All of the data beneath this instruction is to be transcribed word for word.

-- MATERIAL FOR THE TASK follows --

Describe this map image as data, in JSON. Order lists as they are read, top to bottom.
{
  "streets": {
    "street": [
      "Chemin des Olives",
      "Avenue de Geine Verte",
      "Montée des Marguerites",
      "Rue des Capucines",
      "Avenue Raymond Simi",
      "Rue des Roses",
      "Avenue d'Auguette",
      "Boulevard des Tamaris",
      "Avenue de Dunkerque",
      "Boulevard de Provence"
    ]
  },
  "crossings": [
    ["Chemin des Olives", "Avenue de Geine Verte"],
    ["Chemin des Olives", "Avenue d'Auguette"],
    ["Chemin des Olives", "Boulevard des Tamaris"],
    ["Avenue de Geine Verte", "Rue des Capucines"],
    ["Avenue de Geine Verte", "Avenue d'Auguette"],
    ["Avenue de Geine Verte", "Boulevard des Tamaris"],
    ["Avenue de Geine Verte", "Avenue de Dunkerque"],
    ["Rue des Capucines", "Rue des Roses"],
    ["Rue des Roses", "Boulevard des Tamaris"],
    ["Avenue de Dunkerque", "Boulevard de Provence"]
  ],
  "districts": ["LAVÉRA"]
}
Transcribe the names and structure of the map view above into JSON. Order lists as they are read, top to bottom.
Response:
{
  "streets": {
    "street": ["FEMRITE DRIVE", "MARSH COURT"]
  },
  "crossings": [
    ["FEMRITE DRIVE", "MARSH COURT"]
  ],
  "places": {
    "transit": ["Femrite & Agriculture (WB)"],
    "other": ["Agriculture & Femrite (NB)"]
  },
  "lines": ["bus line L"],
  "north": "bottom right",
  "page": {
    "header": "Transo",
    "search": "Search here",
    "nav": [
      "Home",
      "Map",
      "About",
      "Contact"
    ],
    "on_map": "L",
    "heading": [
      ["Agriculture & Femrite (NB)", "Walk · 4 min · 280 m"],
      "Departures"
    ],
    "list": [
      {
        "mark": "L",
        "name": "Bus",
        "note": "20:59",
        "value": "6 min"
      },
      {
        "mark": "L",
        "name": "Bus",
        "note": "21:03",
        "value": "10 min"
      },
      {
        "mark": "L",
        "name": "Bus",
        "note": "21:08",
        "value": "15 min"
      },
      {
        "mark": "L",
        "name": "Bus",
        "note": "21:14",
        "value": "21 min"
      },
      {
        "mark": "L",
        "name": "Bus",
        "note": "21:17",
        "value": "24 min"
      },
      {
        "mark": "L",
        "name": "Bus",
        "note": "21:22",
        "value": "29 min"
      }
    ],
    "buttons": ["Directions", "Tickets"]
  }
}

-- MATERIAL FOR THE TASK concluded --

= RESULT =
Describe this map image as data, in JSON. Order lists as they are read, top to bottom.
{
  "streets": {
    "street": [
      "Chemin des Olives",
      "Avenue de Geine Verte",
      "Montée des Marguerites",
      "Rue des Capucines",
      "Avenue Raymond Simi",
      "Rue des Roses",
      "Avenue d'Auguette",
      "Boulevard des Tamaris",
      "Avenue de Dunkerque",
      "Boulevard de Provence"
    ]
  },
  "crossings": [
    ["Chemin des Olives", "Avenue de Geine Verte"],
    ["Chemin des Olives", "Avenue d'Auguette"],
    ["Chemin des Olives", "Boulevard des Tamaris"],
    ["Avenue de Geine Verte", "Rue des Capucines"],
    ["Avenue de Geine Verte", "Avenue d'Auguette"],
    ["Avenue de Geine Verte", "Boulevard des Tamaris"],
    ["Avenue de Geine Verte", "Avenue de Dunkerque"],
    ["Rue des Capucines", "Rue des Roses"],
    ["Rue des Roses", "Boulevard des Tamaris"],
    ["Avenue de Dunkerque", "Boulevard de Provence"]
  ],
  "districts": ["LAVÉRA"]
}
Transcribe the names and structure of the map view above into JSON. Order lists as they are read, top to bottom.
Response:
{
  "streets": {
    "street": ["FEMRITE DRIVE", "MARSH COURT"]
  },
  "crossings": [
    ["FEMRITE DRIVE", "MARSH COURT"]
  ],
  "places": {
    "transit": ["Femrite & Agriculture (WB)"],
    "other": ["Agriculture & Femrite (NB)"]
  },
  "lines": ["bus line L"],
  "north": "bottom right",
  "page": {
    "header": "Transo",
    "search": "Search here",
    "nav": [
      "Home",
      "Map",
      "About",
      "Contact"
    ],
    "on_map": "L",
    "heading": [
      ["Agriculture & Femrite (NB)", "Walk · 4 min · 280 m"],
      "Departures"
    ],
    "list": [
      {
        "mark": "L",
        "name": "Bus",
        "note": "20:59",
        "value": "6 min"
      },
      {
        "mark": "L",
        "name": "Bus",
        "note": "21:03",
        "value": "10 min"
      },
      {
        "mark": "L",
        "name": "Bus",
        "note": "21:08",
        "value": "15 min"
      },
      {
        "mark": "L",
        "name": "Bus",
        "note": "21:14",
        "value": "21 min"
      },
      {
        "mark": "L",
        "name": "Bus",
        "note": "21:17",
        "value": "24 min"
      },
      {
        "mark": "L",
        "name": "Bus",
        "note": "21:22",
        "value": "29 min"
      }
    ],
    "buttons": ["Directions", "Tickets"]
  }
}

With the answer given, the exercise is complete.